Top of The data

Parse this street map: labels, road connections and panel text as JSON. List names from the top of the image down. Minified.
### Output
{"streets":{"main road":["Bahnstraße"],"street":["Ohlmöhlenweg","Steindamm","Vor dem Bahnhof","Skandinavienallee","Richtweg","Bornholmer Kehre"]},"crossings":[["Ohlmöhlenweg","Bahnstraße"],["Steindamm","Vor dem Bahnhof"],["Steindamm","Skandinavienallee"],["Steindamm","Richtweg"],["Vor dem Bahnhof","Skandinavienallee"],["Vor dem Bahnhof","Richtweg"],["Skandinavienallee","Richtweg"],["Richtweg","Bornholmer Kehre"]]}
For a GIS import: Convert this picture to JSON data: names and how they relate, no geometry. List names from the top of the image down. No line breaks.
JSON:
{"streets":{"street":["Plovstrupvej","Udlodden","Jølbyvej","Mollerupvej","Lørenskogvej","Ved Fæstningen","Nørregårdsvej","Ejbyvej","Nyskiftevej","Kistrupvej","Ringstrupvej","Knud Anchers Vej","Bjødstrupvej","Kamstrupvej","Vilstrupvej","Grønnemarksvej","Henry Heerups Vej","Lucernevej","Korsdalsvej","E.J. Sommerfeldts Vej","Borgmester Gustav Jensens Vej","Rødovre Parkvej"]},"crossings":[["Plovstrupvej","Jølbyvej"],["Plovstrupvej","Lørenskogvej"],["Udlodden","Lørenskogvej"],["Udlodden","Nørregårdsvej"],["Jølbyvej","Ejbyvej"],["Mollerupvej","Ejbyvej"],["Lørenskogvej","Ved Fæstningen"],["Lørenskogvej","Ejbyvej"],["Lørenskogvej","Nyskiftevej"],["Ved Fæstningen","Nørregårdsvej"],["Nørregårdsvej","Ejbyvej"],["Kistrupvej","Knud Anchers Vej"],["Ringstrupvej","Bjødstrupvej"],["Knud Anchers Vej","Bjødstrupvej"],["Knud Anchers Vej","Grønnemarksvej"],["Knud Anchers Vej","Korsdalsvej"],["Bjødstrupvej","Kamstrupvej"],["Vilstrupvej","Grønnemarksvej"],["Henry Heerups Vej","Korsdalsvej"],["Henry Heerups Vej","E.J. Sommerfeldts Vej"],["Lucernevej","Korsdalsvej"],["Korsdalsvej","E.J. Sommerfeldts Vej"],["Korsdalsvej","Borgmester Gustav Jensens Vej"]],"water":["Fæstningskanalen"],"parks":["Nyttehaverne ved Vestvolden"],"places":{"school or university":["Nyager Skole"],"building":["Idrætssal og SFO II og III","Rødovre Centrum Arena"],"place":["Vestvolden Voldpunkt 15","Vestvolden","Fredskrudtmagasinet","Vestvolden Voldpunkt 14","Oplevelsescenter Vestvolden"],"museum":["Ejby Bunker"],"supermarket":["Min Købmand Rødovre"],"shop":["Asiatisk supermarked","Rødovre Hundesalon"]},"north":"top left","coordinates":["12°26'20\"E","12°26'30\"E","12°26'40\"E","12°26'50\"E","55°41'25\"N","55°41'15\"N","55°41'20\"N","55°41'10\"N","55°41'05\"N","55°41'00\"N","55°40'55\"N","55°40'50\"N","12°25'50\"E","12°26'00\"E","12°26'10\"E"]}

Bottom of The data
Top of The data

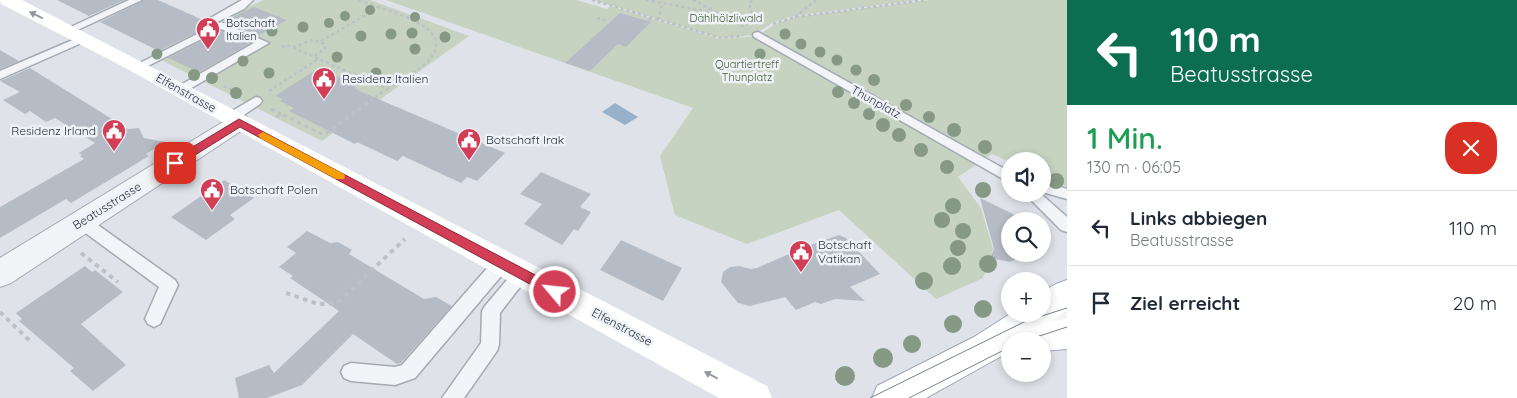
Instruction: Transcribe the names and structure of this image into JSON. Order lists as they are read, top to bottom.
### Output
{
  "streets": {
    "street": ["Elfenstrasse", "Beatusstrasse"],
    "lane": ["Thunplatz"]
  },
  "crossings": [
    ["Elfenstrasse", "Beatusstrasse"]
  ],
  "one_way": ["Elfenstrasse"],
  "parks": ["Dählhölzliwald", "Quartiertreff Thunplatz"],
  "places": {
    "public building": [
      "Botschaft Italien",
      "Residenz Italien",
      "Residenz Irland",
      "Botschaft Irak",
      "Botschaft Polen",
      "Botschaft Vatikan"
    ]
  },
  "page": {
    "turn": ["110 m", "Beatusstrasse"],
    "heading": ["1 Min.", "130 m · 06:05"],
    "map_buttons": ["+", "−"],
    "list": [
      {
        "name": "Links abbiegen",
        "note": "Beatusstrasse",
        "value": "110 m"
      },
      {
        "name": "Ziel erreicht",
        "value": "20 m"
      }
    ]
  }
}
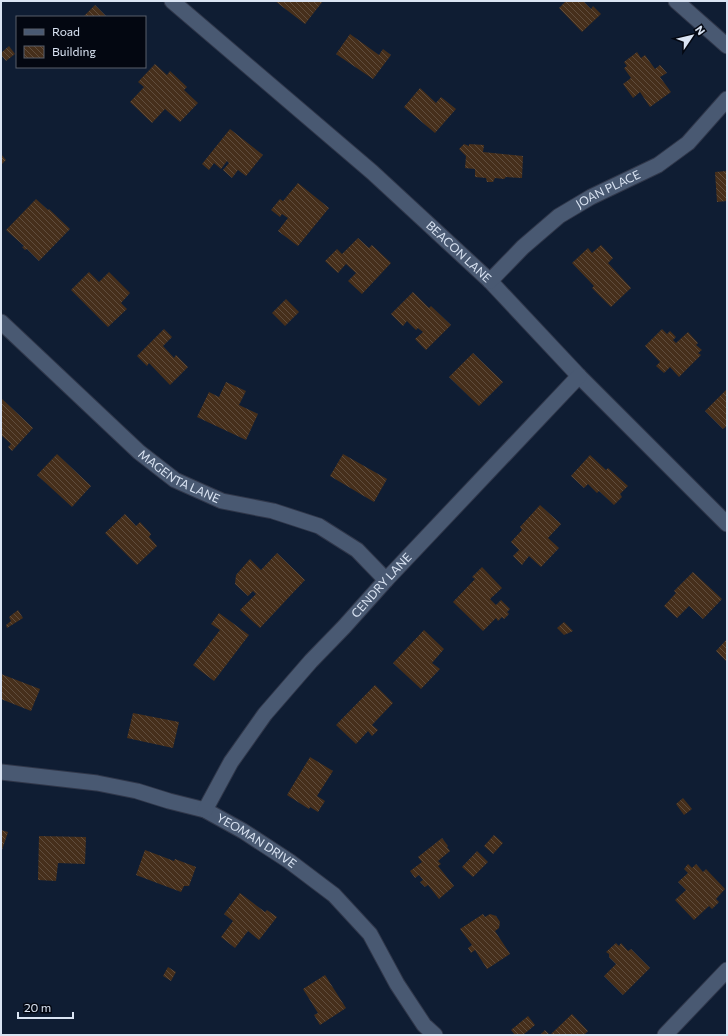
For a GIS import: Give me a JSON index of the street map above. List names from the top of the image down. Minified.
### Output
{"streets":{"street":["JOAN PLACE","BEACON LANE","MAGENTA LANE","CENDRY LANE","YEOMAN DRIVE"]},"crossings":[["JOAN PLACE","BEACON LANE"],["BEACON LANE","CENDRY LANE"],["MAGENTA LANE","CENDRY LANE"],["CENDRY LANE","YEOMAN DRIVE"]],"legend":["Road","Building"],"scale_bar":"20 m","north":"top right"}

Bottom of The data

▸ **Required work**: In the records above, find the line with "Parse this street"; write out exactly that line and each one after it, stopping after the line with "For a GIS import: Convert".

▸ **Finished exercise**:
Parse this street map: labels, road connections and panel text as JSON. List names from the top of the image down. Minified.
### Output
{"streets":{"main road":["Bahnstraße"],"street":["Ohlmöhlenweg","Steindamm","Vor dem Bahnhof","Skandinavienallee","Richtweg","Bornholmer Kehre"]},"crossings":[["Ohlmöhlenweg","Bahnstraße"],["Steindamm","Vor dem Bahnhof"],["Steindamm","Skandinavienallee"],["Steindamm","Richtweg"],["Vor dem Bahnhof","Skandinavienallee"],["Vor dem Bahnhof","Richtweg"],["Skandinavienallee","Richtweg"],["Richtweg","Bornholmer Kehre"]]}
For a GIS import: Convert this picture to JSON data: names and how they relate, no geometry. List names from the top of the image down. No line breaks.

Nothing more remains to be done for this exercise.